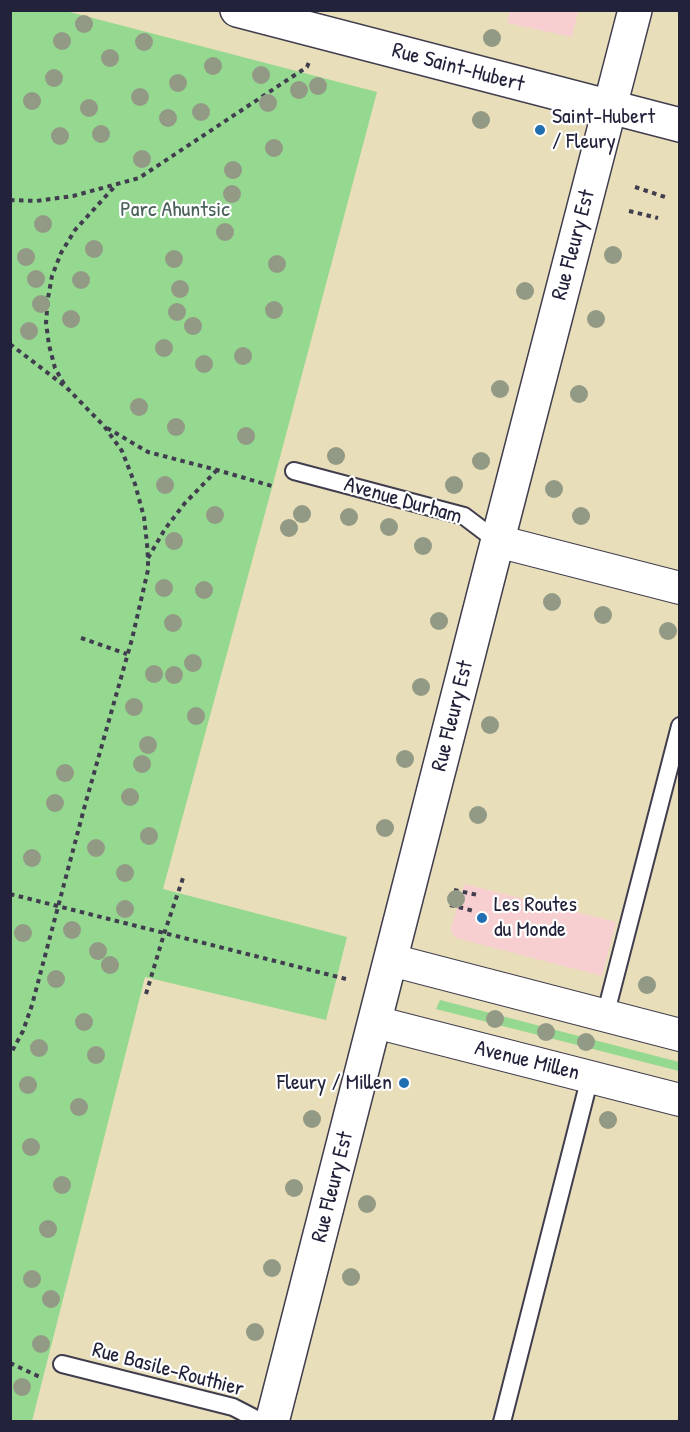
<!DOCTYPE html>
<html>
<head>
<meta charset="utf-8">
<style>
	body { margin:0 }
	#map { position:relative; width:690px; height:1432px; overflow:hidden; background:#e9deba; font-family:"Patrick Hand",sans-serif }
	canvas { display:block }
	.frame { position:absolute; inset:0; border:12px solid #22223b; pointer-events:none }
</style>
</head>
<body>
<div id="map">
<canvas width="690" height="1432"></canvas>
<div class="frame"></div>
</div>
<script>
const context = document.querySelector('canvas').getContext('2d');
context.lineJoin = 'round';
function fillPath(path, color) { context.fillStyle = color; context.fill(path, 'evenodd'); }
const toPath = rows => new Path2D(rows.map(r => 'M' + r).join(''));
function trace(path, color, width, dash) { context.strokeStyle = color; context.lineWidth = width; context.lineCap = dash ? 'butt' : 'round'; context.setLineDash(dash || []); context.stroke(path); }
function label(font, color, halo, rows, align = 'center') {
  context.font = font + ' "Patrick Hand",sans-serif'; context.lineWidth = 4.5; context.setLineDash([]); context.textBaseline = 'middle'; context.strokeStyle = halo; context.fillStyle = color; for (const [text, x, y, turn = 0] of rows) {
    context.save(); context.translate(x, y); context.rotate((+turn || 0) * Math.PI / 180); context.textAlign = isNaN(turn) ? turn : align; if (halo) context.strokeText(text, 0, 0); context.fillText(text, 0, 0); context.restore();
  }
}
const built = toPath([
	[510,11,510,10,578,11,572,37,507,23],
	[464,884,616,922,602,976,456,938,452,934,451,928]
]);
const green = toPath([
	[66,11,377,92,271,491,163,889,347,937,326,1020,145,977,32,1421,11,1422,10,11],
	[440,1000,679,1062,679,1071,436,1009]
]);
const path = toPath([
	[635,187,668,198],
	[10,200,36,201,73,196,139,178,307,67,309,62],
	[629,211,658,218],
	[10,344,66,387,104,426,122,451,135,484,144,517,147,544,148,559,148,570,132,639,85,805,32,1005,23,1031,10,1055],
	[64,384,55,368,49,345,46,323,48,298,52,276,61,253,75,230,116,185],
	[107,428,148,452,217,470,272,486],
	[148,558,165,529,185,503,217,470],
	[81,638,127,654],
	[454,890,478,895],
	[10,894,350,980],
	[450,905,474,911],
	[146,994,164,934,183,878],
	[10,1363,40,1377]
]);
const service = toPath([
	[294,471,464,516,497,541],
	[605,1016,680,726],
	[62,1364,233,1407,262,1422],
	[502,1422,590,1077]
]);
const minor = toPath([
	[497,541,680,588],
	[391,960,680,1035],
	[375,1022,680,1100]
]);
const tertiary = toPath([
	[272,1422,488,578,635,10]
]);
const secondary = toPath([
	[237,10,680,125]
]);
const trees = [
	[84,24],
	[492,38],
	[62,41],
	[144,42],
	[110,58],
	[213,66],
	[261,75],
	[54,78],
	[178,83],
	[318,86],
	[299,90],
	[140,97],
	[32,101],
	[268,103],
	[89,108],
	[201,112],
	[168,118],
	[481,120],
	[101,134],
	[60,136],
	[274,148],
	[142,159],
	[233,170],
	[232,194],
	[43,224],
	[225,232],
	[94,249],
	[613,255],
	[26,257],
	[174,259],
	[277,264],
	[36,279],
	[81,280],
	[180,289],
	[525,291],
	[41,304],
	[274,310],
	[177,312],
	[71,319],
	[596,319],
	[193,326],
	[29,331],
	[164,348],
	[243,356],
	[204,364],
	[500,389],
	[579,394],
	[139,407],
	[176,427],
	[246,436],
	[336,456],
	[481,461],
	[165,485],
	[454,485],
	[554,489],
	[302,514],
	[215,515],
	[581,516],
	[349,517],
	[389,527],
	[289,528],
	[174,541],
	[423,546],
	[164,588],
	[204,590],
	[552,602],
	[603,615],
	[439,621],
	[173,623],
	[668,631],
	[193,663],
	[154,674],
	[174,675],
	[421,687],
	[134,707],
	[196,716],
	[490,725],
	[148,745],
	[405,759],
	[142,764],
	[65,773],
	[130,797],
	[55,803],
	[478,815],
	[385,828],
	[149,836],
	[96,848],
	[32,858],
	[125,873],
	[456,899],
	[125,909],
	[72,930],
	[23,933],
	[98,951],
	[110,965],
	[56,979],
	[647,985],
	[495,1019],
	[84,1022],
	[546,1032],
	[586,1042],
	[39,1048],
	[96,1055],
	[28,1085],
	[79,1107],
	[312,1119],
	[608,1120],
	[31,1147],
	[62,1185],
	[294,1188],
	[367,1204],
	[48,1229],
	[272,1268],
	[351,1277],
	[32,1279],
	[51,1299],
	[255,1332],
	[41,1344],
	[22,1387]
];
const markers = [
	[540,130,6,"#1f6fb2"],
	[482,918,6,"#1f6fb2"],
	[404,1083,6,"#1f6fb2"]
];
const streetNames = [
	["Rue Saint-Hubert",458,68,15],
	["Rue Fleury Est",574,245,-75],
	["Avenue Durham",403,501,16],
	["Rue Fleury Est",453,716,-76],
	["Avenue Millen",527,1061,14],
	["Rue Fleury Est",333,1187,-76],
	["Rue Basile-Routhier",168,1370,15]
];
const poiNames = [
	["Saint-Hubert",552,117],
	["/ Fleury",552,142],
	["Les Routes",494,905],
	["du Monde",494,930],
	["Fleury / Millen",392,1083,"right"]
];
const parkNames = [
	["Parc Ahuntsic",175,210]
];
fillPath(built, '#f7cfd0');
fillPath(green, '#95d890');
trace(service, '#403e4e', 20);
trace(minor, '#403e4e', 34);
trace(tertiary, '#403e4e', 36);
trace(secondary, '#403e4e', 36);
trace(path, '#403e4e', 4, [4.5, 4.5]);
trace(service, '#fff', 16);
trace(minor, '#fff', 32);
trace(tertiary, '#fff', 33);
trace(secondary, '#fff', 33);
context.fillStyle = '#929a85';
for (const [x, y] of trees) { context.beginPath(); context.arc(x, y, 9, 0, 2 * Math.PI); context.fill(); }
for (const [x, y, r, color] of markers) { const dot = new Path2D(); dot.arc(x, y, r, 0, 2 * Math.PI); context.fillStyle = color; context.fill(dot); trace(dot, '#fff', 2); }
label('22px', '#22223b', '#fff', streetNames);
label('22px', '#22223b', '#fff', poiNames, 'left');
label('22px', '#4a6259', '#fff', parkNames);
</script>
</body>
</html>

...

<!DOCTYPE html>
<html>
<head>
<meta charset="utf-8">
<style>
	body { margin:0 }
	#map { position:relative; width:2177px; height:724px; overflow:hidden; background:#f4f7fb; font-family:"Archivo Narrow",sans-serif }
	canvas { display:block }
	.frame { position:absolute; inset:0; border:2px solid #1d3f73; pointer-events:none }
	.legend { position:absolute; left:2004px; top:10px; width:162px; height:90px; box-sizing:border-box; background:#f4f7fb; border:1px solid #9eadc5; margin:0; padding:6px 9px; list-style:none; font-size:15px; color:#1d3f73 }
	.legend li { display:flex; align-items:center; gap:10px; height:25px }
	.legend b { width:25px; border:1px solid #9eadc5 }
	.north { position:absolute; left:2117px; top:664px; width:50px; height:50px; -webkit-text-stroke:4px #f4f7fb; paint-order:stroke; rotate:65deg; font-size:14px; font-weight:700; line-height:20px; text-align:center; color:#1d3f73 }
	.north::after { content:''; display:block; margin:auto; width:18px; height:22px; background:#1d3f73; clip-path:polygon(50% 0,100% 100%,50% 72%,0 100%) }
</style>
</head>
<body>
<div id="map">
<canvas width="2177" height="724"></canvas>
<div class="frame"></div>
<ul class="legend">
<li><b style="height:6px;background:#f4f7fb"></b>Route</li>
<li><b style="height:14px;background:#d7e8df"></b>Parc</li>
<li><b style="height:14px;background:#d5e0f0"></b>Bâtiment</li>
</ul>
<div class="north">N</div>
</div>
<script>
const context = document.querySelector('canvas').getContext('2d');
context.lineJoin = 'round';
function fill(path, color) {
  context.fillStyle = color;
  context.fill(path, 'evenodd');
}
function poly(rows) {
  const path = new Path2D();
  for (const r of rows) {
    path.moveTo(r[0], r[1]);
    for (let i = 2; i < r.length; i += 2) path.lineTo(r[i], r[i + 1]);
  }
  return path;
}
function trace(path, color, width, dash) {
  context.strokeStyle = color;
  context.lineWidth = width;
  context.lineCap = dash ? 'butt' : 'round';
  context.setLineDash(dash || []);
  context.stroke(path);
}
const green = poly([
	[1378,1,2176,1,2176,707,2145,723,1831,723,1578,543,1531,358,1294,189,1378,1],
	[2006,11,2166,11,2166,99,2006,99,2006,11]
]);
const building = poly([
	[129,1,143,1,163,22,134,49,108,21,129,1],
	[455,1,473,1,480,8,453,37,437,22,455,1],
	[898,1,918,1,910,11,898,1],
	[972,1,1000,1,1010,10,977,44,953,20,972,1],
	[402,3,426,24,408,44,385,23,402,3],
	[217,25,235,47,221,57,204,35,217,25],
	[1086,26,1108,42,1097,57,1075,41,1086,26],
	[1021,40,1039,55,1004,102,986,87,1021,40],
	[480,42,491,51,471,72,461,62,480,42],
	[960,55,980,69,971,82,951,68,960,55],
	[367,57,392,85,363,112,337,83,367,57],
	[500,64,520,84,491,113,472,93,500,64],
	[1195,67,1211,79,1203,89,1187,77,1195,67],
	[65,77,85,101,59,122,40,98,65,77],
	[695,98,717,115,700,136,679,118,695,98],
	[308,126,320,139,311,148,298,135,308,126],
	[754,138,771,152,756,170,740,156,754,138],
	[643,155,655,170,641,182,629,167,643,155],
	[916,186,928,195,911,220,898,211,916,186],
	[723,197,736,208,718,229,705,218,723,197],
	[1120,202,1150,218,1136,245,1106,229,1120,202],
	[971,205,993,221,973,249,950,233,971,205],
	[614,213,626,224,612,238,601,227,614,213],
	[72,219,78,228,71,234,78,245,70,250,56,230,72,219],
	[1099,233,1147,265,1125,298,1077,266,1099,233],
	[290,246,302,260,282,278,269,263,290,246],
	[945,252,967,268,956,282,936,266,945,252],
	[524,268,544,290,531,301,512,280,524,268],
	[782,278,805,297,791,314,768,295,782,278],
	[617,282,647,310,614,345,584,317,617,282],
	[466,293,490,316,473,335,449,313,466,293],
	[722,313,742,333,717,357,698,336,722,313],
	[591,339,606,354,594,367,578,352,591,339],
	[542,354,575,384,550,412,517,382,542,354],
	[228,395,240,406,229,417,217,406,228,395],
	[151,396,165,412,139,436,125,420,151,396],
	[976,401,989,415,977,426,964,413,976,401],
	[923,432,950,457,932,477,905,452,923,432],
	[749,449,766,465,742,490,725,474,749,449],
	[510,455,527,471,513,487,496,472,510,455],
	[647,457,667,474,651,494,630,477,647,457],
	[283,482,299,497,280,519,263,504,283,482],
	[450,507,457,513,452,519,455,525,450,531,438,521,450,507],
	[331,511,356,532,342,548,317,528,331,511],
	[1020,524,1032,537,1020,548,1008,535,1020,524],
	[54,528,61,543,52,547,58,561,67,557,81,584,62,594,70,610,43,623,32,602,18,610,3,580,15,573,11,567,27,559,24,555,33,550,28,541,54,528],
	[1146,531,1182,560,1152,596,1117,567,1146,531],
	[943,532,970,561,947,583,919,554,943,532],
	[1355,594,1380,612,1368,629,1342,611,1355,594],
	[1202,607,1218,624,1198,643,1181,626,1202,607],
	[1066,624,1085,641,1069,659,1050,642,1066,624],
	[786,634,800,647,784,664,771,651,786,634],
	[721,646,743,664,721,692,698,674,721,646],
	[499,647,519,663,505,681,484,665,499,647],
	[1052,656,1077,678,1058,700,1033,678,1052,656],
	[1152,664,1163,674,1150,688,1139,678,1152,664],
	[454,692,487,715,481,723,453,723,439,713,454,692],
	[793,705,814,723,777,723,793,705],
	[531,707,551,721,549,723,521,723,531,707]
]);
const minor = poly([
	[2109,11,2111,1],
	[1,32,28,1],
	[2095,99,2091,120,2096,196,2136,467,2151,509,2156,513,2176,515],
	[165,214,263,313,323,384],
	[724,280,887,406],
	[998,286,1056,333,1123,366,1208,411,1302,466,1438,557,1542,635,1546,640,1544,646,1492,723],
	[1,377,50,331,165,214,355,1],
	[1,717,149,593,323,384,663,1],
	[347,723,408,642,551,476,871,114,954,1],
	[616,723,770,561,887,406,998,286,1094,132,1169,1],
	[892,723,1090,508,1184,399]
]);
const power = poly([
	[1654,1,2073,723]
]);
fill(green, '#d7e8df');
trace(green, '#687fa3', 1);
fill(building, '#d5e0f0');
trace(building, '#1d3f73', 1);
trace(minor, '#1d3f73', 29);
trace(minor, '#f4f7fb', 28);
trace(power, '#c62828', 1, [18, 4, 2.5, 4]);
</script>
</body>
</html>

• WHAT IS NEEDED
Write out exactly the lines above between the line with "const toPath = rows" and the line with "function label(font, color, halo, rows, align", inclusive, and nothing beyond them.

• PROBLEM SOLUTION
const toPath = rows => new Path2D(rows.map(r => 'M' + r).join(''));
function trace(path, color, width, dash) { context.strokeStyle = color; context.lineWidth = width; context.lineCap = dash ? 'butt' : 'round'; context.setLineDash(dash || []); context.stroke(path); }
function label(font, color, halo, rows, align = 'center') {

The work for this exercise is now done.